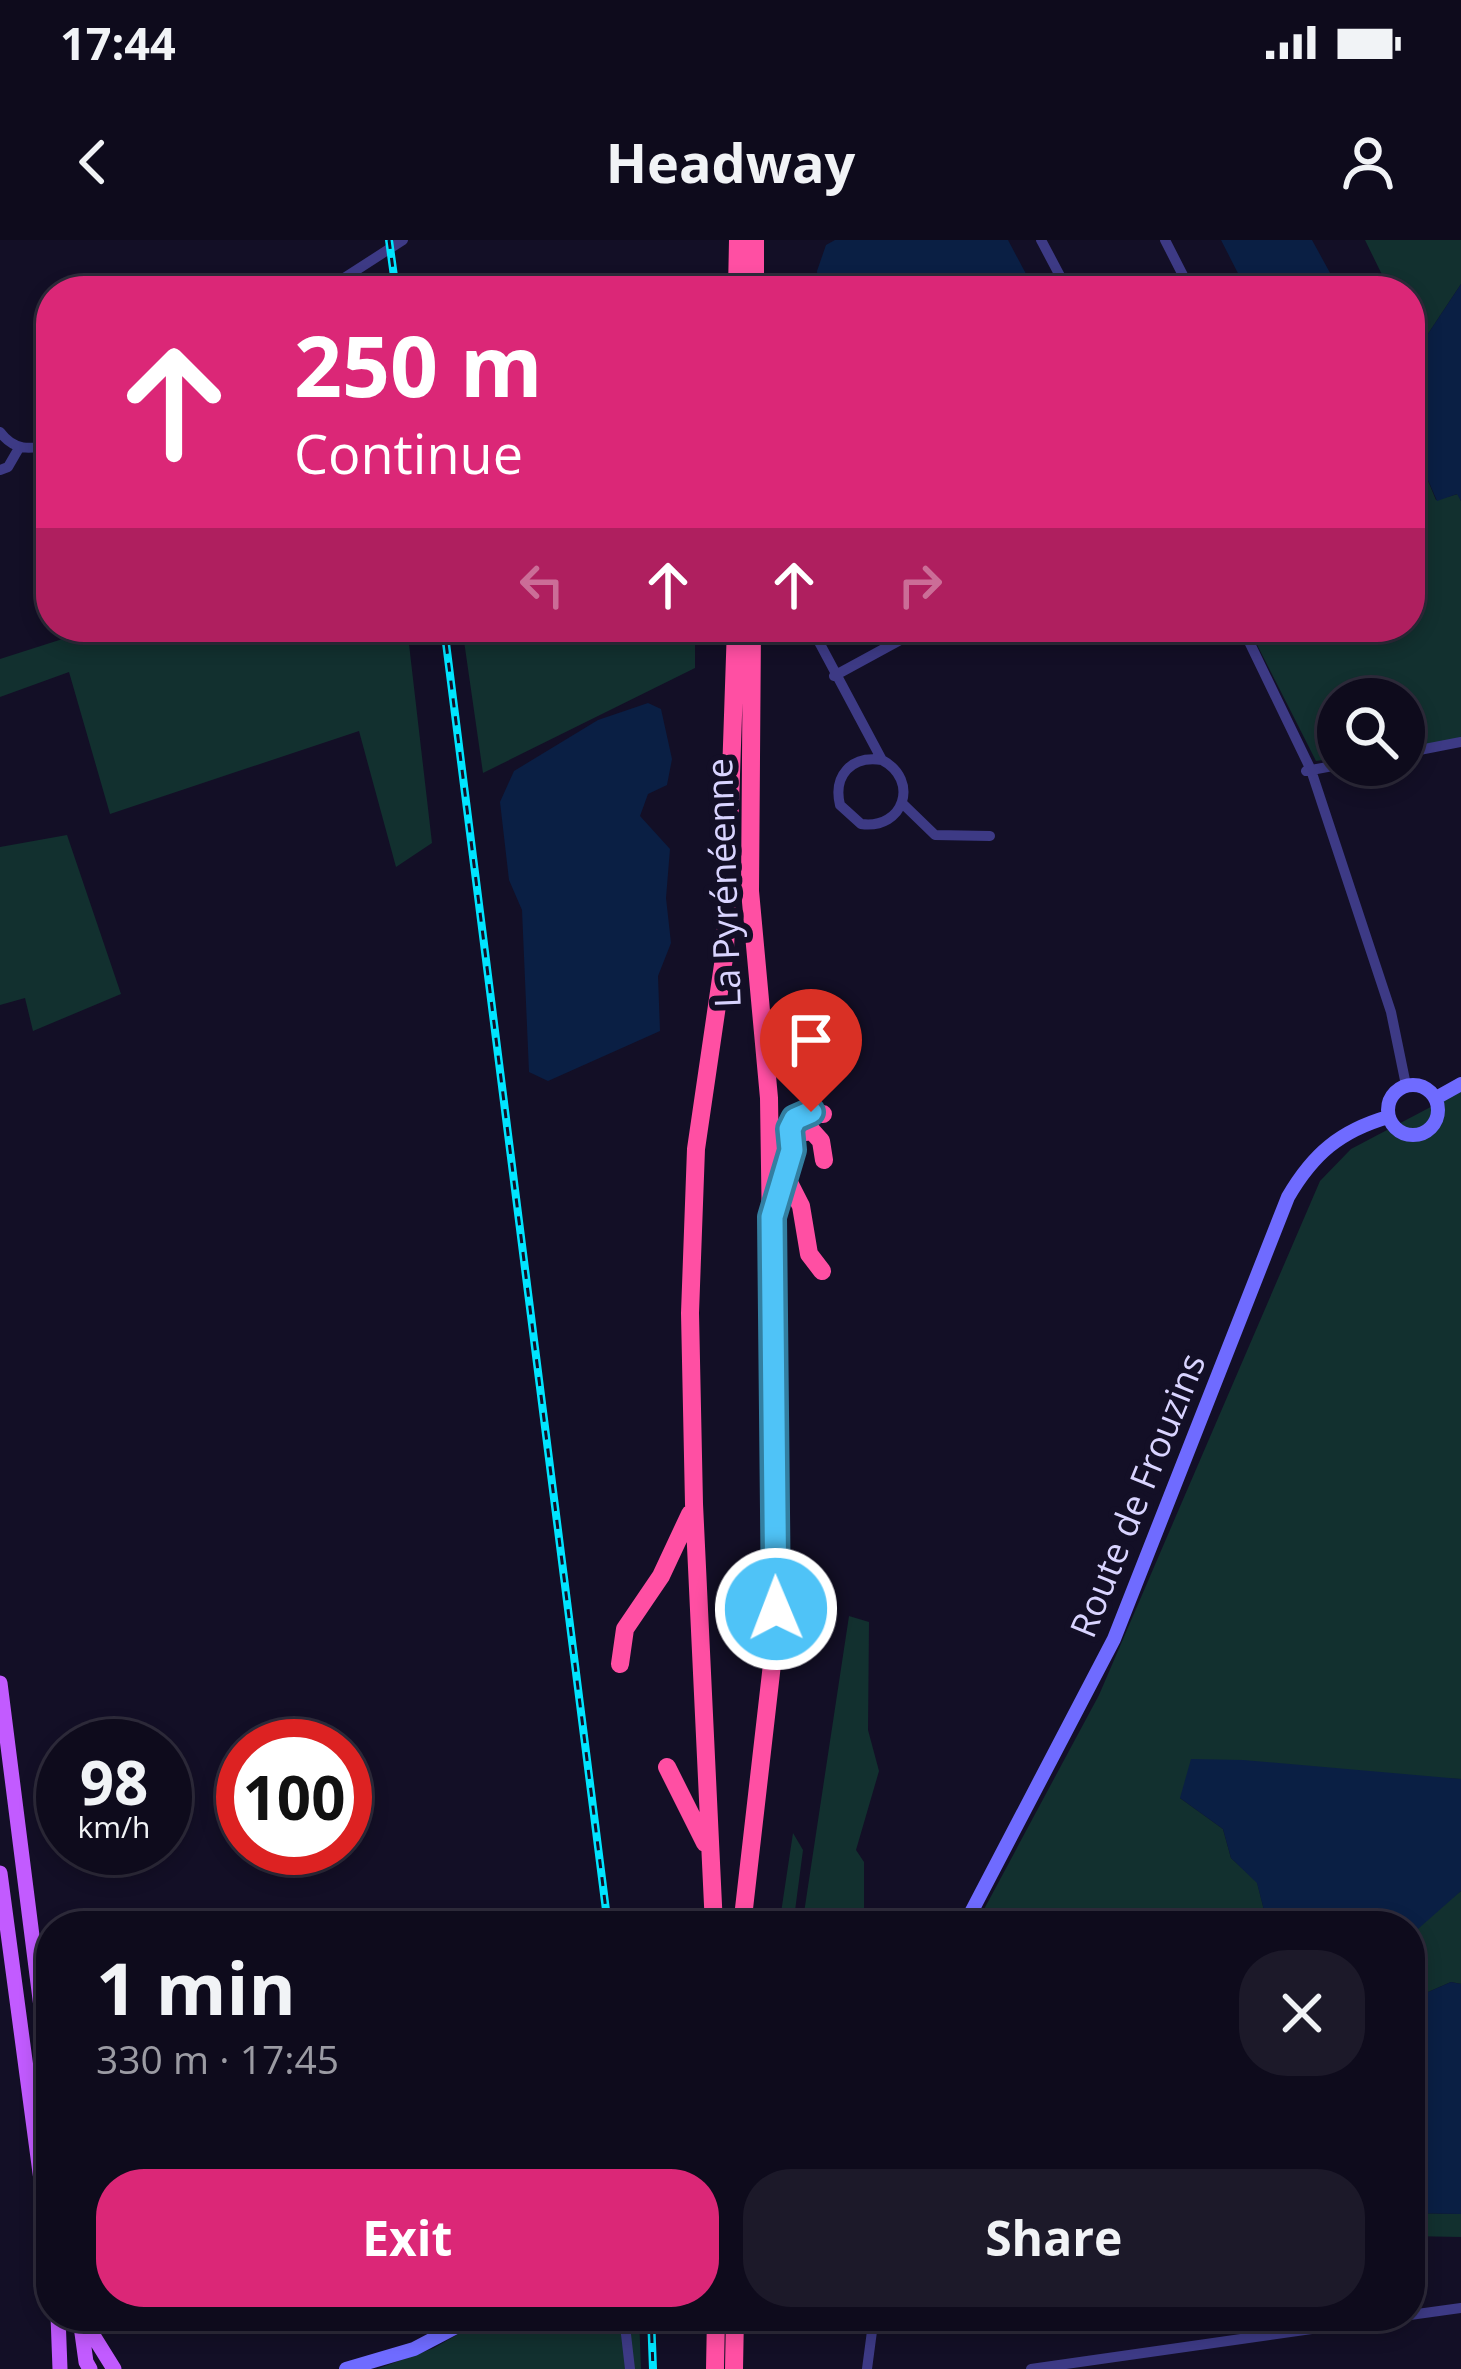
<!DOCTYPE html>
<meta charset="utf-8">
<style>
:root{--surface:#0e0b1c;--page:#1c1929;--text:#f1f3f6;--muted:#9b9ba3;--line:#2e2b3b;--accent:#db2777}
body{margin:0;font-family:"Open Sans",sans-serif;background:var(--page);color:var(--text);height:100vh;display:flex;flex-direction:column;font-size:45px;white-space:nowrap}
*{box-sizing:border-box;margin:0}
p{font-size:39px;color:var(--muted)}
.icon{flex:none;width:66px;height:66px;fill:none;stroke:currentColor;stroke-width:2;stroke-linecap:round;stroke-linejoin:round}
.map{position:relative;flex:1;overflow:hidden}
.drawer{position:absolute;left:36px;top:1671px;width:1389px;height:420px;display:flex;flex-direction:column;background:var(--surface);border-radius:48px;box-shadow:0 6px 18px #0003,0 0 0 3px var(--line)}
.drawer>*{flex:none}
.hud{position:absolute;left:36px;top:36px;width:1389px;height:366px;border-radius:48px;box-shadow:0 6px 18px #0003,0 0 0 3px var(--line);background:#db2777;color:#fff;overflow:hidden}
.controls{position:absolute;left:1317px;top:438px;display:grid;gap:24px}
.controls a{display:grid;place-items:center;width:108px;height:108px;border-radius:50%;background:var(--surface);box-shadow:0 6px 18px #0003,0 0 0 3px var(--line);font-size:60px}
.speed{position:absolute;left:36px;top:1479px;display:flex;gap:24px;font-size:60px;font-weight:700;text-align:center}
.speed>*{display:grid;place-content:center;width:156px;height:156px;border-radius:50%;background:var(--surface);box-shadow:0 6px 18px #0003,0 0 0 3px var(--line);line-height:1}
.speed small{font-size:30px;font-weight:400}
.speed .limit{border:18px solid #d22;background:#fff;color:#111}
.pin{position:absolute;display:grid;place-items:center;width:102px;height:102px;color:#fff;margin:-123px -51px;border-radius:50% 50% 50% 0;rotate:-45deg;box-shadow:0 0 12px #0007}
.pin .icon{rotate:45deg}
.me{position:absolute;width:132px;margin:-66px;rotate:359deg;stroke-linejoin:round;filter:drop-shadow(0 0 9px #0008)}
.turn{display:flex;align-items:center;gap:42px;height:252px;padding:0 60px;font-size:54px}
.turn .icon{width:156px;height:156px;stroke-width:2.5}
.turn b{display:block;font-size:84px;line-height:102px}
.lanes{display:flex;align-items:center;height:114px;padding:0 60px;background:#0003;justify-content:center;gap:60px;direction:ltr}
.lanes .off{opacity:.35}
.round{display:grid;place-items:center;flex:none;width:126px;height:126px;border-radius:48px;background:var(--page)}
.summary{display:flex;align-items:center;justify-content:space-between;height:204px;padding:0 60px}
h1{font-size:72px;font-weight:700;line-height:90px}
.primary-button{display:flex;gap:24px;margin-top:auto;padding:24px 60px}
.primary-button a{flex:1;height:138px;border-radius:48px;background:var(--accent);color:#fff;font-size:48px;font-weight:700;line-height:138px;text-align:center}
.primary-button a+a{background:var(--page);color:var(--text)}
.status{display:flex;justify-content:space-between;align-items:center;height:84px;padding:0 60px;background:var(--surface);direction:ltr}
.status svg{height:33px;fill:currentColor}
header{display:flex;justify-content:space-between;align-items:center;height:156px;padding:0 60px;background:var(--surface);font-size:54px;font-weight:700}
.map>svg:first-child{display:block}
</style>
<div class="status"><b>17:44</b><svg viewBox="0 0 49 12"><path d="M0 12V9h3v3zM5 12V6h3v6zM10 12V3h3v9zM15 12V0h3v12zM26 1h20v11H26zM47 4h2v5h-2z"/></svg></div>
<header><svg class="icon" aria-label="back" viewBox="0 0 24 24"><path d="M15 5l-7 7 7 7"/></svg>Headway<svg class="icon" aria-label="person" viewBox="0 0 24 24"><circle cx="12" cy="8" r="4"/><path d="M4 21q1-7 8-7t8 7"/></svg></header>
<div class="map">
<svg width="1461" height="2129" viewBox="0 0 1461 2129">
<rect width="100%" height="100%" fill="#130f26"/>
<path fill="#12302f" d="M1365,0H1461V44L1410,121V51H1390Z
M1410,148L1416,212L1436,260L1458,254L1461,261V501L1404,509V459H1338V518L1316,521L1248,387H1410Z
M100,387H407L432,603L396,627L359,491L110,574L69,432L0,457V419Z
M462,387H695V428L483,533Z
M67,595L121,754L33,791L25,758L0,765V607Z
M1461,851V1539L1415,1537L1180,1558L1223,1589L1231,1618L1257,1642L1265,1674L1263,1686H975L1099,1455L1320,941L1351,909Z
M849,1376L869,1382L868,1490L879,1531L856,1610L864,1622V1686H802Z
M793,1593L803,1610L793,1686H779Z
M1461,1651V1744L1451,1742L1410,1760C1410,1687 1403,1696 1461,1651Z
M1410,1973L1461,1974V1997L1410,1996Z
M489,2076H639L641,2129H377L434,2108Z"/>
<path fill="#0a1f44" d="M835,0H1008L1035,51H818L817,31L826,5Z
M1221,0H1312L1340,51H1247Z
M1461,44V261L1457,254L1437,261L1416,212L1410,121Z
M648,463L661,469L672,519L667,545L648,554L640,576L670,609L666,658L671,703L658,736L660,791L548,841L529,832L522,670L509,640L500,562L514,531L598,480Z
M1191,1519L1243,1520L1461,1539V1651L1410,1696V1686H1263L1265,1674L1257,1643L1231,1618L1223,1589L1180,1558Z
M1451,1742L1461,1744V1974L1410,1973V1760Z"/>
<g fill="none" stroke-linecap="round" stroke-linejoin="round">
<path stroke="#3d3a85" stroke-width="10" d="M1041,0L1068,51
M1165,0L1191,51
M324,51L403,0
M0,192C14,211 30,210 51,204
M0,230L8,227L19,208
M811,387L882,520C920,540 904,590 861,584L840,565C833,536 851,515 882,520
M1242,387L1311,530L1391,772L1406,845
M834,436L924,387
M1404,513L1461,502
M1306,531L1338,525
M903,564L935,595L990,596
M1410,2075L1461,2068
M624,2077L630,2129
M867,2129L874,2076
M1031,2129L1403,2076"/>
<path stroke="#6f6bff" stroke-width="14" d="M1388 870a25 25 0 1 1 50 0a25 25 0 1 1-50 0Z
M1436,858L1461,844
M964,1686L1114,1399L1288,957C1313,914 1340,891 1388,877
M346,2129L414,2109L477,2076"/>
<path stroke="#c25bff" stroke-width="15" d="M0,1443L51,1846
M0,1633L51,2015
M58,2076L60,2129
M81,2076L114,2129
M81,2086L86,2122L90,2129"/>
<path stroke="#ff4fa3" stroke-width="18" d="M737,51L738,0
M755,51V0
M792,908L798,893L812,891L821,901L824,920
M775,915L801,966L809,1014L822,1031
M783,938L795,879L804,873L823,874
M620,1424L625,1389L661,1336L690,1274
M667,1527L705,1603
M714,1686L694,1264L690,1073L696,909L725,711L736,387
M742,1686L775,1398L776,1339L769,858L750,651L752,387
M715,2129L716,2076
M734,2129L735,2076"/>
<g stroke="#00e5ff" stroke-width="8">
<path id="rail" d="M389,0L396,51
M444,387L608,1686
M651,2076L653,2129"/>
</g>
<use href="#rail" stroke="#130f26" stroke-width="3" stroke-dasharray="9" stroke-linecap="butt"/>
</g>
<g fill="none" stroke-linecap="round" stroke-linejoin="round">
<g stroke="#337fa1" stroke-width="30">
<path id="route" d="M776,1369L772,977L792,910L790,889L795,879L811,872"/>
</g>
<use href="#route" stroke="#4fc3f7" stroke-width="21"/>
</g>
<g text-anchor="middle" dominant-baseline="central" stroke-width="12" stroke-linejoin="round" paint-order="stroke">
<g font-size="36" fill="#d9d4ff" stroke="#130f26">
<text transform="translate(723 643) rotate(-92)">La Pyrénéenne</text>
<text transform="translate(1137 1255) rotate(-68)">Route de Frouzins</text>
</g>
</g>
</svg>
<div class="controls">
<a><svg class="icon" aria-label="search" viewBox="0 0 24 24"><circle cx="10" cy="10" r="6"/><path d="M15 15l6 6"/></svg></a>
</div>
<div class="speed"><div>98<small>km/h</small></div><div class="limit">100</div></div>
<div class="pin" style="left:811px;top:872px;background:#d93025"><svg class="icon" aria-label="arrive" viewBox="0 0 24 24"><path d="M6 21V4h12l-3 4 3 4H6"/></svg></div>
<svg class="me" style="left:776px;top:1369px" viewBox="-20 -20 40 40"><circle r="17" fill="#4fc3f7" stroke="#fff" stroke-width="3"/><path d="M0-11L8 9 0 5-8 9z" fill="#fff"/></svg>
<div class="hud">
<div class="turn"><svg class="icon" aria-label="ahead" viewBox="0 0 24 24"><path d="M12 20V5M6 11l6-6 6 6"/></svg><div><b>250 m</b>Continue</div></div>
<div class="lanes"><svg class="icon off" aria-label="left" viewBox="0 0 24 24"><path d="M17 20v-9H6M10 6l-5 5 5 5"/></svg><svg class="icon" aria-label="ahead" viewBox="0 0 24 24"><path d="M12 20V5M6 11l6-6 6 6"/></svg><svg class="icon" aria-label="ahead" viewBox="0 0 24 24"><path d="M12 20V5M6 11l6-6 6 6"/></svg><svg class="icon off" aria-label="right" viewBox="0 0 24 24"><path d="M7 20v-9h11M14 6l5 5-5 5"/></svg></div>
</div>
<section class="drawer">
<div class="summary"><div><h1>1 min</h1><p>330 m · 17:45</p></div><a class="round"><svg class="icon" aria-label="close" viewBox="0 0 24 24"><path d="M6 6l12 12M18 6L6 18"/></svg></a></div>
<div class="primary-button"><a>Exit</a><a>Share</a></div>
</section>
</div>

Problem to solve: Each line above with the word "none" needs to be copied.

Result:
.icon{flex:none;width:66px;height:66px;fill:none;stroke:currentColor;stroke-width:2;stroke-linecap:round;stroke-linejoin:round}
.drawer>*{flex:none}
.round{display:grid;place-items:center;flex:none;width:126px;height:126px;border-radius:48px;background:var(--page)}
<g fill="none" stroke-linecap="round" stroke-linejoin="round">
<g fill="none" stroke-linecap="round" stroke-linejoin="round">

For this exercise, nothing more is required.